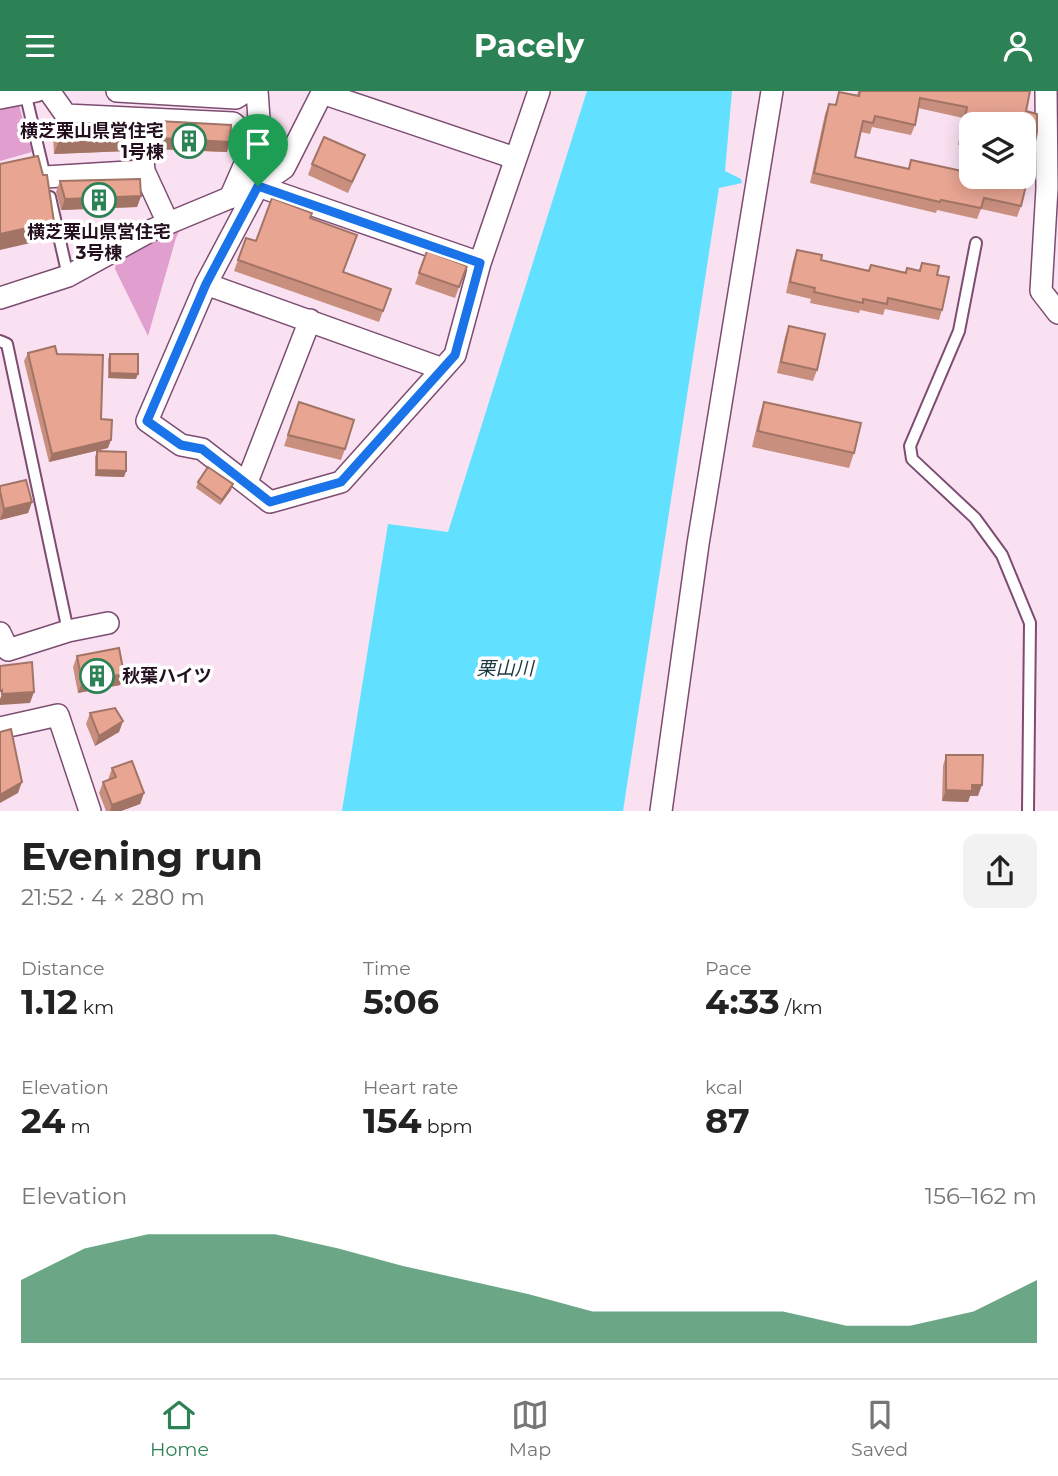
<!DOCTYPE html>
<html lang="en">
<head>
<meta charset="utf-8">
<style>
  body { margin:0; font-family:Montserrat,"Noto Sans JP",sans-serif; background:#f2f2f2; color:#222; height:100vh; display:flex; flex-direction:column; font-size:26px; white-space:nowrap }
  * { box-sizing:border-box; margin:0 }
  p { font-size:23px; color:#767676 }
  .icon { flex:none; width:38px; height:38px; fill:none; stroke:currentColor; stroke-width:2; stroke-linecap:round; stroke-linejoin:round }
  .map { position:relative; height:720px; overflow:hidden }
  .side { display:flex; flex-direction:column; background:#fff; flex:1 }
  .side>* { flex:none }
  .buttons { position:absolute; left:959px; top:21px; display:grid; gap:14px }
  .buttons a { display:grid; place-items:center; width:77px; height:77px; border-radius:14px; background:#fff; box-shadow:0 4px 18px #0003; font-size:35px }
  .pin { position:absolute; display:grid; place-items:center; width:60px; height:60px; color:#fff; margin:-72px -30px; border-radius:50% 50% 50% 0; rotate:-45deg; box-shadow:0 0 7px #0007 }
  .pin .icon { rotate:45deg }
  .round { display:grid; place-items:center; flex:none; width:74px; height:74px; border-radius:14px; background:#f2f2f2 }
  .head { display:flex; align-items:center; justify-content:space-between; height:119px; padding:0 21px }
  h1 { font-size:38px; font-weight:700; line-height:52px }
  .metrics { display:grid; grid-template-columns:repeat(3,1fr); gap:10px; height:119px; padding:7px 21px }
  .metrics div { display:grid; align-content:center }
  .metrics b { font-size:35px; font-weight:700 }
  .metrics small { font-size:19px; font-weight:400 }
  .metrics p { font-size:19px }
  .chart { height:196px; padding:14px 21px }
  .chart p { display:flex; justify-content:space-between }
  .chart svg { width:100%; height:126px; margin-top:7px; fill:#2d8255; opacity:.7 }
  header { display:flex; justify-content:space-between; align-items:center; height:91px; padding:0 21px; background:#2d8255; color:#fff; font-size:32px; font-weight:700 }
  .tab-bar { display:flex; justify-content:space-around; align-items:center; height:98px; border-top:2px solid #e0e0e0; background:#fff; font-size:19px; color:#767676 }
  .tab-bar a { display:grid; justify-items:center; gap:4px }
  .tab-bar .selected { color:#2d8255 }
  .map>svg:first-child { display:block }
  .green { fill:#e19fd0 }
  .water { fill:#62e0ff }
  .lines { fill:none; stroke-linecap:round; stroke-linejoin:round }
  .service-casing { stroke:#7d4c71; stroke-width:14 }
  .minor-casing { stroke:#7d4c71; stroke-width:24 }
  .service { stroke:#fff; stroke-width:10 }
  .minor { stroke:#fff; stroke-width:21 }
  .wall { fill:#c88e7e; fill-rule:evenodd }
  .shaded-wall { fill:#a27466 }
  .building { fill:#e8a592; stroke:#a27466; stroke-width:2; fill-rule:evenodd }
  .route-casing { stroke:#fff; stroke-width:14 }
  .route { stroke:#1a73e8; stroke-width:9 }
  .labels { text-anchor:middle; stroke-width:7; stroke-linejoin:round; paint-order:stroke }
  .poi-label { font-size:18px; font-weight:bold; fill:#230f1e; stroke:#fff; text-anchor:end }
  .water-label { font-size:19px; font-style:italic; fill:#1c383f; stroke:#fff }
</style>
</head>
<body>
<header><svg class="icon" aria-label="menu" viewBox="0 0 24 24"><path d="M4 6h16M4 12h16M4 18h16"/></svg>Pacely<svg class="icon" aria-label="person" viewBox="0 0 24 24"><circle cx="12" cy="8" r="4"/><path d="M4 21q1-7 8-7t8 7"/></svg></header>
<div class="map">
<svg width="1058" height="720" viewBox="0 0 1058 720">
  <rect width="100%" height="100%" fill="#f9e1f2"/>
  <path class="green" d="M19,14L32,61L0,70V19Z
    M193,109L176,147L148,245L115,178L119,147Z"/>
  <path class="water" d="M587,0H732L725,80L741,88L742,92L719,97L623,720H342L388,433L448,441Z"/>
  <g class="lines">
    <g class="service-casing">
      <path id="service" d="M25,1L46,90
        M50,106L68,185
        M976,152L959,240L910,355L912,368L975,427L1002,464L1030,532L1028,720
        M0,250L7,253L68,540"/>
    </g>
    <g class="minor-casing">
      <path id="minor" d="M49,0L66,24L233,32L244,42L251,59L230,107
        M117,0L236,7L247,0
        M257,0L262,70L258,95
        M323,0L284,77L258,95L206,193L147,330L181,354L202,358L270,411L341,391L455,264L480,172L539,0
        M1046,0L1047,97L1041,200L1058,222
        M322,2L515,67
        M0,7L36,0
        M140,29L144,80L168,132
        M45,86L144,80
        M206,193L440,277
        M0,207L68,185L152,139L258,95L480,172
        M247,391L310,229
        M0,542L8,559L68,540L108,532
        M0,637L58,624L90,720
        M661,720L698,453L772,0"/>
    </g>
    <use href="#service" class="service"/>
    <use href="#minor" class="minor"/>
  </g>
  <path class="wall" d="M858,0H1030L1026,20L1035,51L1031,62L1024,60V33H971L1021,115L1017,126L981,118L977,128L937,119L936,122L810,92L825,23L829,13L835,14L839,1L857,5ZM918,17L963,27L958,54L965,55L960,80L911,69L908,78L855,66L861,41L870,43L872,36L911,44L915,34Z
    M158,30L227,61L155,58L154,41Z
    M57,33L127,60L54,63L53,44Z
    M312,73L361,74L348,102L308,84Z
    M60,90L141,105L137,116L61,119L56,101Z
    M310,127L343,181L391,198L379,231L234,180L246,147L256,150Z
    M797,159L821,169L869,179L871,174L905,181L907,177L919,179L922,172L937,184L942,219L939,229L885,218L883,224L860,219L859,222L810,212L811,208L786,202L793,170Z
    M427,160L467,175L455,207L415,193Z
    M789,235L817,279L813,290L777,282L785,246Z
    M28,262L57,263L101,328L108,357L49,371L24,270Z
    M110,263L136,288L108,287V268Z
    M299,311L345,358L341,369L284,355Z
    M764,311L854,362L849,377L752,356L759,326Z
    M97,360L126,380L124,386L95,385V366Z
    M198,391L231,399L220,414L196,397Z
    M0,395L32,411L28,422L0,429Z
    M77,565L124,583L120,594L78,602L73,576Z
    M90,622L123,630L119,641L95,655L86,633Z
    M946,664L978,705H970L968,711L942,710L943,675Z
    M112,677L144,702L140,713L121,720H106L99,702L103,691L108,689Z"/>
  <path class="shaded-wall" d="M159,47L230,51L227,61L155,58Z
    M131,49L127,60L54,63L58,52Z
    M141,105L137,116L61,119L65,108Z
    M54,131L48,148L0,159V143Z
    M110,282L138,283L136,288L108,287Z
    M111,349L108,357L49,371L52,363Z
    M97,379L126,380L124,386L95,385Z
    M233,393L231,399L220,414L222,409Z
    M32,411L28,422L0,429L4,418Z
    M124,583L120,594L78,602L82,591Z
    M34,601L30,612L0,614V608L2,603Z
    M123,630L119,641L95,655L99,645Z
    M22,691L18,702L0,712V704Z
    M972,694H982L978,705H970L968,711L942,710L946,699Z
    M144,702L140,713L121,720H110L112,714Z"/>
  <path class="building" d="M860,0H1030L1026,20L1037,23V41L1035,51L1024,49V33H971V86H1024V85L1028,86L1021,115L984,107L981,117L941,109L940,111L814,82L829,13L836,14L839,1L859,5ZM920,7L967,16L962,43L969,45L962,80L911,69L909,78L855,66L863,30L873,32L875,25L915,34Z
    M158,30L231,34L230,51L159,47Z
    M130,31L131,49L58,52L57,33Z
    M324,46L365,64L352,91L312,73Z
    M38,65L43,84H47L54,131L0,143V73Z
    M140,88L141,105L65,108L60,90Z
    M272,107L312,122L310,127L357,144L343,181L391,198L383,220L238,169L246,147L256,150Z
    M797,159L822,164L821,169L869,180L871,174L906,182L907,177L920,180L922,172L939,175L937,184L949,186L942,219L888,207L887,213L863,208V212L814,201L815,197L790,191Z
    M427,160L467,175L459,196L419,182Z
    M789,235L825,243L817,279L781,271Z
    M55,255L57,263L103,264L101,328L112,329L111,349L52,363L28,262Z
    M110,263H138V283L110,282Z
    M299,311L354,329L345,358L288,344Z
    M764,311L861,332L854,362L758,340Z
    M97,360L126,361V380L97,379Z
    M208,376L233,393L222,409L198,391Z
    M26,389L32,411L4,418L0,400V395Z
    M119,557L124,583L82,591L77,565Z
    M32,571L34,601L2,603V599L0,600V575Z
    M115,617L123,630L99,645L90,622Z
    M11,638L22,691L0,704V641Z
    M946,664H983L982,694H972V700L946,699Z
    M132,670L144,702L112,714L103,691L116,686L112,677Z"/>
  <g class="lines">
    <g class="route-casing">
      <path id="route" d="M258,95L480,172L455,264L341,391L270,411L202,358L181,354L147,330L206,193Z"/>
    </g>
    <use href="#route" class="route"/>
  </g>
  <defs>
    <g id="building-ring" transform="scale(1.75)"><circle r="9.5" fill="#fff" stroke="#2d8255" stroke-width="1.5"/><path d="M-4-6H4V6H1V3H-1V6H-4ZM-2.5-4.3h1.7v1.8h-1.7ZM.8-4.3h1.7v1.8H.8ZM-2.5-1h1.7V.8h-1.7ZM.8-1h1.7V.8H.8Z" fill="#2d8255"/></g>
  </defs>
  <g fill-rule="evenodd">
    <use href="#building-ring" x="189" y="50"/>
    <use href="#building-ring" x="99" y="109"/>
    <use href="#building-ring" x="97" y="585"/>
  </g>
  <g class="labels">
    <g class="poi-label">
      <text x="164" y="46">横芝栗山県営住宅<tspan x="164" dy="21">1号棟</tspan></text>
      <text x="99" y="147" text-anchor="middle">横芝栗山県営住宅<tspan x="99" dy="21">3号棟</tspan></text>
      <text x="122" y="591" text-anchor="start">秋葉ハイツ</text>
    </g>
    <g class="water-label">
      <text x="505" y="584">栗山川</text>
    </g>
  </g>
</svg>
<div class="buttons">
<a><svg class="icon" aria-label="layers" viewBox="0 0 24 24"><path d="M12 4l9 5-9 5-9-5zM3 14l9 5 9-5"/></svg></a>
</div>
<div class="pin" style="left:258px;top:95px;background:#1e9e55"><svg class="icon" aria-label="arrive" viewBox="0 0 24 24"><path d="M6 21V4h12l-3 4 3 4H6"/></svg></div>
</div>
<section class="side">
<div class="head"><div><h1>Evening run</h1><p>21:52 · 4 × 280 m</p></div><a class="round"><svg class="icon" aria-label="share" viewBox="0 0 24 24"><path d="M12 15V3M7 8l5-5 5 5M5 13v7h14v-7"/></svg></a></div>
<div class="metrics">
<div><p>Distance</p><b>1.12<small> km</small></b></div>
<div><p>Time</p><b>5:06</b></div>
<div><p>Pace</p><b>4:33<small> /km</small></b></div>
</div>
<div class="metrics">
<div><p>Elevation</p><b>24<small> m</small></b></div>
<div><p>Heart rate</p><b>154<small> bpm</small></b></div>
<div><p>kcal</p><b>87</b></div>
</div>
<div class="chart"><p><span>Elevation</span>156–162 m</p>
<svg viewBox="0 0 160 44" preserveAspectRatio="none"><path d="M0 44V22L10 11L20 6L30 6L40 6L50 11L60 17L70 22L80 27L90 33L100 33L110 33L120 33L130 38L140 38L150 33L160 22V44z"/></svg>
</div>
</section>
<nav class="tab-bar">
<a class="selected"><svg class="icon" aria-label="home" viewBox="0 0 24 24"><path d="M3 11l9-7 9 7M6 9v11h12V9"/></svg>Home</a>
<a><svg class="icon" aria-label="map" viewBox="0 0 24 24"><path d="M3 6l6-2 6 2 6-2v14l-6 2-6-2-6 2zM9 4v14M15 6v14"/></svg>Map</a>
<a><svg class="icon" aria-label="saved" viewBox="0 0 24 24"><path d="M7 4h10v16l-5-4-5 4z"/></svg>Saved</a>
</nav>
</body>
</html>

|---|

**Directions:**
Across the entries above, tally the lines that contain the string "Elevation" and give that figure alone.

**Answer for the task:**
2